Are GPOs Required for MS KIR Equals Known Issue Rollback?

That is an interesting question! Of course, GPOs only work in environments where centralized Group Policy management is in place, or where some means to deploy per-machine policies exists. So then: sometimes yes, sometimes no.

All this said, my source for this info (Neowin.net) makes some interesting observations about these potential Windows 10 gotchas:

Although the problem sounds scary, Microsoft has already implemented the necessary fixes and rolled back the troublemaking code to undo the damage. Affected devices should restore to normal operating mode within 24 hours. However, users can speed up the process by restarting their systems or applying a special Group Policy (only on enterprise-managed devices).

The bold emphasis in the preceding quote, of course, refers to a KIR GPO for those who wish to head trouble off pre-emptively and quickly.
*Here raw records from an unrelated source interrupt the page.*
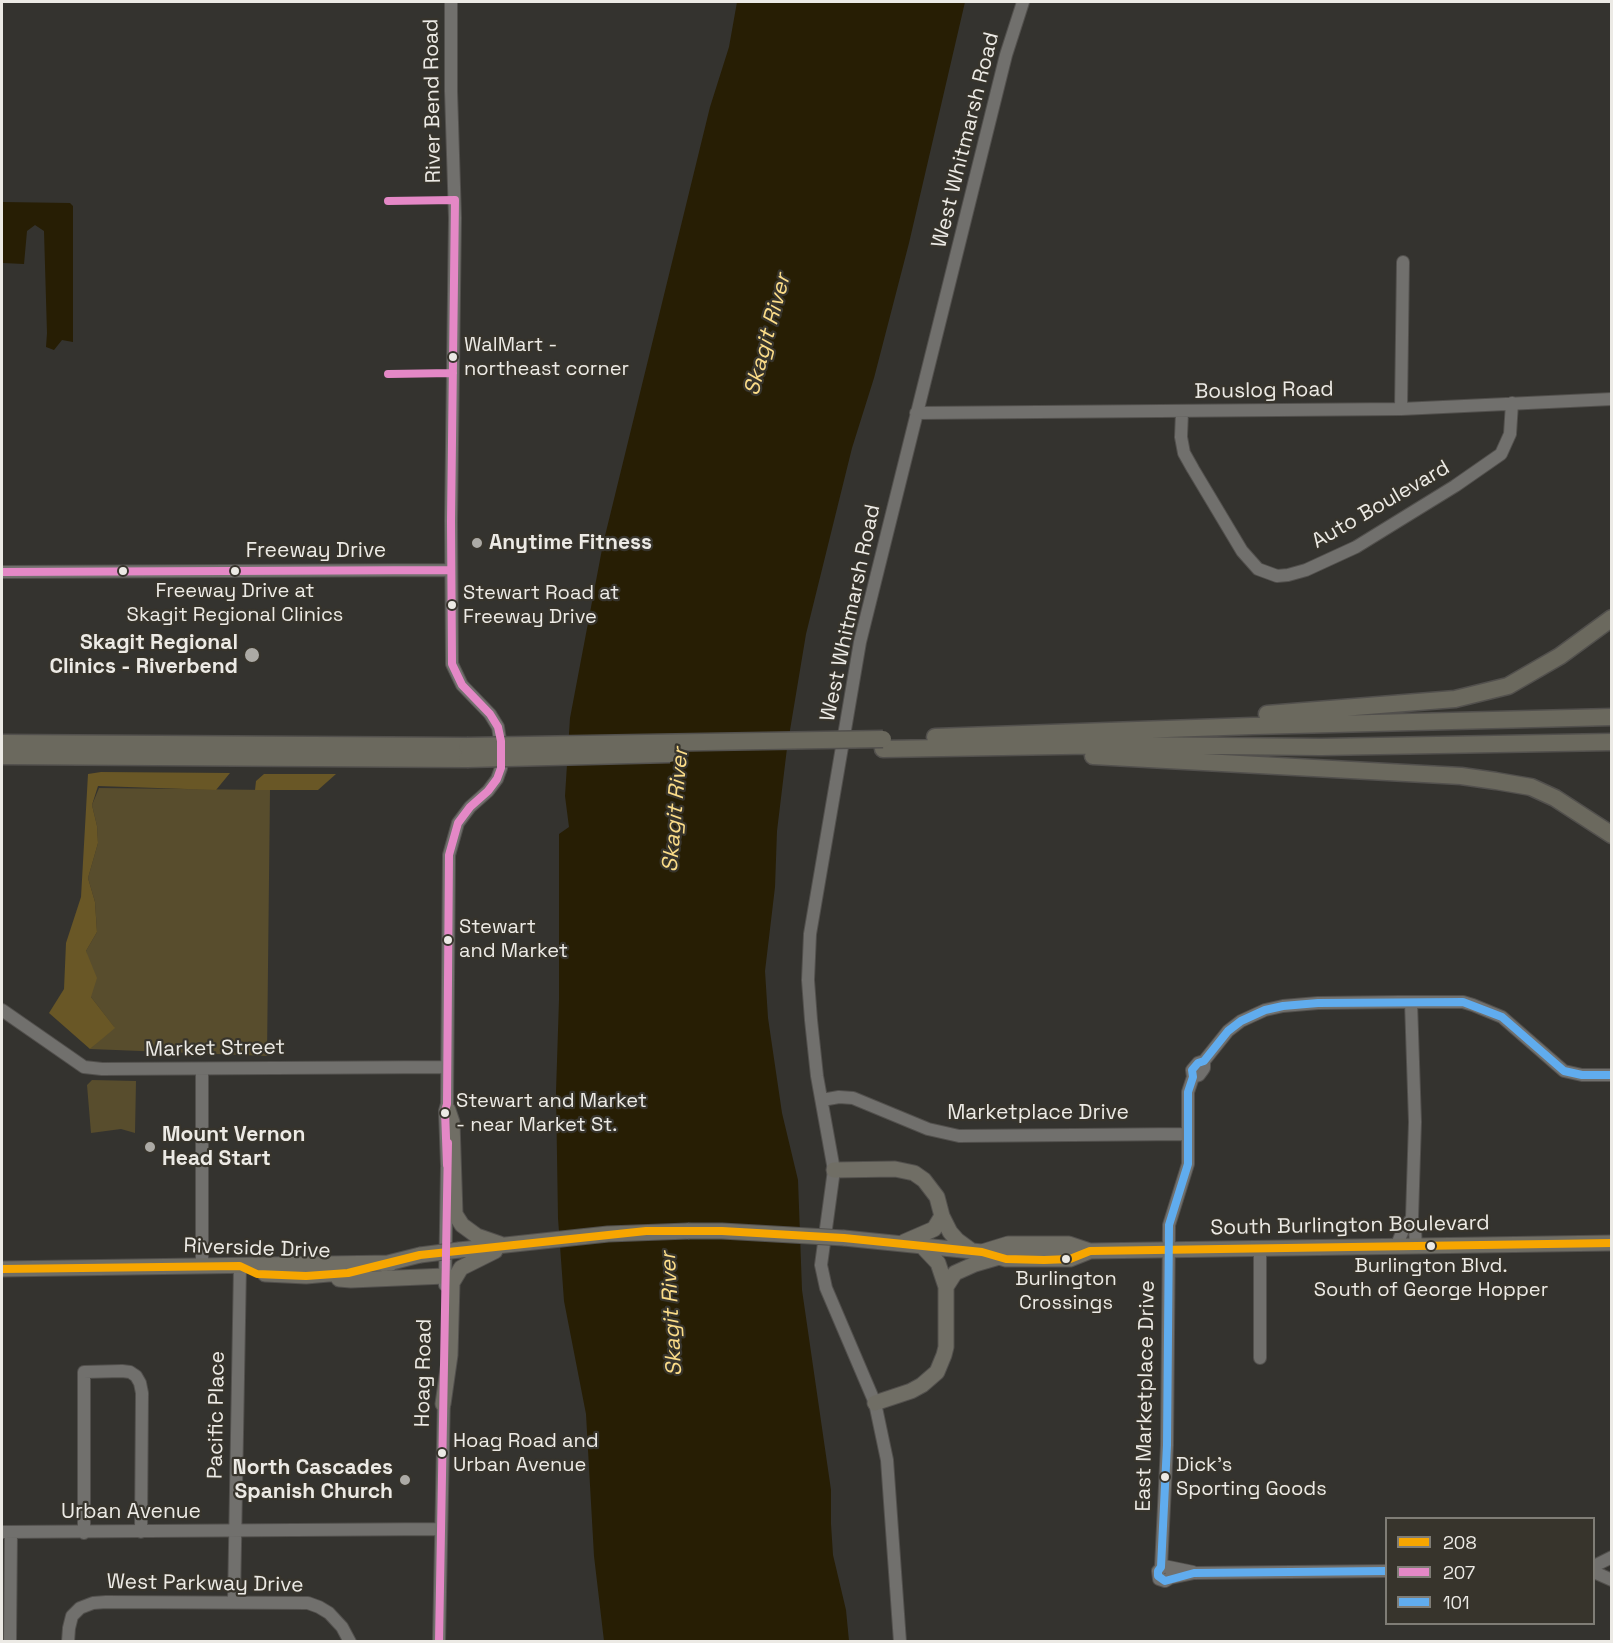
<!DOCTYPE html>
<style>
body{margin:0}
#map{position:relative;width:1613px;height:1643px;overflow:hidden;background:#34332f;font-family:"Space Grotesk",sans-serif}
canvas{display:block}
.frame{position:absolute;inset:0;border:3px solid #eceae5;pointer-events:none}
.legend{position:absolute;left:1385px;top:1517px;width:210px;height:108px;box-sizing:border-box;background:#37342c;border:2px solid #7f7d76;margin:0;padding:8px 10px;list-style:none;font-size:18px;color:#eceae5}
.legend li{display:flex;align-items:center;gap:12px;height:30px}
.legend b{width:30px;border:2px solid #7f7d76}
</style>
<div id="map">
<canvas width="1613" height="1643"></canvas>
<div class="frame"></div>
<ul class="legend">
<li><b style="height:8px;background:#f7a600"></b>208</li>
<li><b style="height:8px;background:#e488c6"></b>207</li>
<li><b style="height:8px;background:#60acee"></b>101</li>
</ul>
</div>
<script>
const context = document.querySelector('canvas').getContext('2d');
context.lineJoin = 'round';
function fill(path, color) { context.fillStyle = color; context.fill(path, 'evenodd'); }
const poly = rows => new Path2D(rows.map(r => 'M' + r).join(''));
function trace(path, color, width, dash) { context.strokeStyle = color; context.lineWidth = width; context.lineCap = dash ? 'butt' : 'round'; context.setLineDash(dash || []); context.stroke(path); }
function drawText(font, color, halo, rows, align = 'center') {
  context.font = font + ' "Space Grotesk",sans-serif'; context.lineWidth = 4.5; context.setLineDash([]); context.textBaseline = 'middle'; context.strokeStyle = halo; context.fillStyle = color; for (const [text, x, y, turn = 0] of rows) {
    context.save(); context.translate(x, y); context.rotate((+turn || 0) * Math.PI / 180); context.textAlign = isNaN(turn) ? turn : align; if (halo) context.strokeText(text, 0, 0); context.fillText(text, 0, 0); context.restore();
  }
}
fill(poly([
 [99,788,270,790,267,1056,90,1049,114,1027,91,997,86,951,97,932,95,902,88,878,98,843,97,826,92,805],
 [92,1080,136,1081,135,1133,121,1129,91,1133,87,1085]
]), '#584d2d');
fill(poly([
 [101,772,230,773,216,790,98,786,92,805,97,826,98,843,88,878,95,902,97,932,86,951,97,978,91,997,115,1028,90,1049,49,1013,64,989,66,943,81,897,88,774],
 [264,774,336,774,318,790,255,790,256,781]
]), '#695726');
fill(poly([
 [737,2,965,2,909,243,874,378,852,448,806,634,787,748,777,831,775,887,765,971,768,1018,782,1113,798,1180,802,1290,831,1490,831,1524,833,1555,846,1610,849,1641,604,1641,594,1556,586,1414,564,1301,558,1218,556,1092,559,1000,559,834,569,827,565,796,570,718,603,544,710,107,729,47],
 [2,202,70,203,73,206,73,342,62,340,54,350,46,347,47,333,44,231,35,225,27,231,24,264,3,263,2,262]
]), '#271e04');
const minor = poly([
 [1401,409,1403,262],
 [1182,412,1181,437,1184,453,1193,469,1242,551,1258,569,1277,576,1288,575,1306,570,1356,547,1455,486,1501,454,1510,434,1512,403],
 [916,413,1401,409,1612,399],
 [2,572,450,570],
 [1411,1002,1415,1122,1412,1218,1415,1230,1416,1247],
 [2,1010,84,1067,102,1069,447,1067],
 [1193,1077,1199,1075,1202,1071,1204,1068,1204,1061,1228,1031,1241,1021,1265,1010,1283,1006,1318,1003,1400,1002,1463,1002,1473,1005,1502,1017,1564,1071,1582,1075,1612,1075],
 [822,1100,839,1097,853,1098,928,1129,959,1136,1187,1134],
 [447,1165,445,1111,447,1104,449,855,458,823,470,807,488,791,497,779,501,768,502,753,498,727,490,714,462,685,452,664,451,521,455,218,451,91,451,2],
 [1260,1247,1260,1358],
 [1396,1247,1403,1230,1412,1218],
 [202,1266,202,1069],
 [445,1285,447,1167],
 [2,1532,441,1529],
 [84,1533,84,1372,122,1371,130,1372,136,1376,140,1383,142,1393,141,1532],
 [1594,1566,1612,1557],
 [1161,1567,1167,1445,1169,1225,1188,1164,1188,1092,1193,1077,1192,1070,1198,1063,1204,1061],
 [1170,1568,1172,1573,1170,1578,1165,1581,1159,1579,1158,1571,1164,1566,1193,1572],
 [1594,1572,1612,1580],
 [1170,1578,1194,1573,1386,1571],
 [234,1602,240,1266],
 [10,1642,11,1532],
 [68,1642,69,1628,72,1616,80,1608,93,1603,106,1602,308,1603,319,1607,329,1613,342,1627,350,1642],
 [439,1642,444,1395],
 [900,1642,887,1460,875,1403,826,1288,821,1265,834,1170,817,1076,811,1020,808,980,810,934,860,642,1006,55,1023,2]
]);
const major = poly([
 [448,1110,452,1122,455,1214,462,1225,477,1236,500,1244],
 [834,1170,895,1169,914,1173,924,1180,937,1197,942,1216,950,1232,957,1240,972,1251],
 [844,1238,982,1252,1006,1259,1070,1259,1090,1251],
 [904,1242,934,1229,942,1216],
 [459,1250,608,1234,688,1231],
 [982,1252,1008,1244,1069,1244,1090,1251,1612,1243],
 [384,1264,420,1255],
 [2,1269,391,1263],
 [265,1274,306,1276,351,1272],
 [339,1279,351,1280,445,1276],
 [946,1287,955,1273,975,1264,999,1257],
 [875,1403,911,1391,922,1385,937,1372,944,1355,946,1347,946,1287,938,1263,921,1245],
 [443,1404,450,1355,452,1283,461,1268,495,1251]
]);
const highway = poly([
 [1267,714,1455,699,1508,686,1560,656,1612,618],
 [935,737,1253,726,1612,717],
 [2,743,467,746],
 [883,749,1121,745,1321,747,1612,742],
 [2,756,467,759],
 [1093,756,1461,776,1496,781,1531,787,1555,798,1612,835]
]);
trace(minor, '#52504d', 14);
trace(major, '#52504d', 17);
trace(highway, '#52504d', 19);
trace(minor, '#71706d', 12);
trace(major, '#706e65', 15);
trace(highway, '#6b695e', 16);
const majorBridge = poly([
 [688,1231,722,1231,844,1238],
 [420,1255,459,1250]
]);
const highwayBridge = poly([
 [467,746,883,739],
 [467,759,670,754]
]);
trace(majorBridge, '#52504d', 17, []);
trace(highwayBridge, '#52504d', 19, []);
trace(majorBridge, '#706e65', 15);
trace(highwayBridge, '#6b695e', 16);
trace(poly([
 [2,1269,240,1266,257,1274,306,1276,348,1273,420,1255,646,1231,722,1231,844,1238,982,1252,1006,1259,1044,1260,1070,1259,1090,1251,1612,1243]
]), '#f7a600', 8);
trace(poly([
 [388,201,455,200,451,521,452,664,462,685,490,714,498,727,501,741,501,768,497,779,488,791,470,807,458,823,449,855,447,1104,445,1111,447,1165],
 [388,374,453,373],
 [2,572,450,570],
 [439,1642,448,1143]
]), '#e488c6', 8);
trace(poly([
 [1386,1571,1194,1573,1165,1581,1158,1576,1158,1571,1161,1567,1167,1445,1169,1225,1188,1164,1188,1092,1193,1077,1192,1070,1198,1063,1204,1061,1228,1031,1241,1021,1265,1010,1283,1006,1318,1003,1463,1002,1502,1017,1564,1071,1582,1075,1612,1075]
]), '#60acee', 8);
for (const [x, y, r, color] of [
 [453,357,5,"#eceae5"],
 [477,543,6,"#acaaa5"],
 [123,571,5,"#eceae5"],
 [235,571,5,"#eceae5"],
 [452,605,5,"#eceae5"],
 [252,655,8,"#acaaa5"],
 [448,940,5,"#eceae5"],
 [445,1113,5,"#eceae5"],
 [150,1147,6,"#acaaa5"],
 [1431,1246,5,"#eceae5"],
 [1066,1259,5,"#eceae5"],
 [442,1453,5,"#eceae5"],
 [1165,1477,5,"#eceae5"],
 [405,1480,6,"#acaaa5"]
]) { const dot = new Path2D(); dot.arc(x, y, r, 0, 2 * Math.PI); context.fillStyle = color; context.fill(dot); trace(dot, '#37342c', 2); }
drawText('20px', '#eceae5', '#37342c', [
 ["WalMart -",464,346],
 ["northeast corner",464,370],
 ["Freeway Drive at",235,592,"center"],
 ["Skagit Regional Clinics",235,616,"center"],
 ["Stewart Road at",463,594],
 ["Freeway Drive",463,618],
 ["Stewart",459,928],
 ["and Market",459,952],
 ["Stewart and Market",456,1102],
 ["- near Market St.",456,1126],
 ["Burlington Blvd.",1431,1267,"center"],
 ["South of George Hopper",1431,1291,"center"],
 ["Burlington",1066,1280,"center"],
 ["Crossings",1066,1304,"center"],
 ["Hoag Road and",453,1442],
 ["Urban Avenue",453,1466],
 ["Dick's",1176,1466],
 ["Sporting Goods",1176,1490]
], 'left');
drawText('21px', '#eceae5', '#37342c', [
 ["River Bend Road",433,101,-91],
 ["West Whitmarsh Road",966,140,-76],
 ["Bouslog Road",1264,391,-1],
 ["Auto Boulevard",1381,505,-30],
 ["Freeway Drive",316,551],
 ["West Whitmarsh Road",851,613,-78],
 ["Market Street",215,1049,-1],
 ["Marketplace Drive",1038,1113],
 ["South Burlington Boulevard",1350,1226,-1],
 ["Riverside Drive",257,1249,2],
 ["Hoag Road",424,1373,-89],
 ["East Marketplace Drive",1146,1396,-89],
 ["Pacific Place",217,1415,-89],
 ["Urban Avenue",131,1512],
 ["West Parkway Drive",205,1584,1]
]);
drawText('bold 21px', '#eceae5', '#37342c', [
 ["Anytime Fitness",489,543],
 ["Skagit Regional",238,643,"right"],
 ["Clinics - Riverbend",238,667,"right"],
 ["Mount Vernon",162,1135],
 ["Head Start",162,1159],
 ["North Cascades",393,1468,"right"],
 ["Spanish Church",393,1492,"right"]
], 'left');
drawText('italic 22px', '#fbdc88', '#37342c', [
 ["Skagit River",768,335,-75],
 ["Skagit River",676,810,-85],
 ["Skagit River",672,1314,-93]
]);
</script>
Those who don’t mind waiting should see the problem take care of itself within 24 hours of the offending update’s arrival. Sounds like a restart might also repair the issue, depending on timing.

According to that same Neowin story, MS has recently used KIR to fix problems related to Direct Access for remote network access without requiring a VPN connection. Seems like a handy technique for MS to correct its own missteps.

When KIR Could Help

The kind of undo capability inherent in KIR is likely to be most beneficial to small to mid-size operations. These may sometimes push Windows updates reasonably soon after they are released. Most larger organizations will batch updates for release during planned deployment windows (often, over holiday weekends). They tend to hold off on non-urgent updates and test them thoroughly before deploying anyway. Thus, they are less likely to need KIR than other, smaller and less sophisticated outfits.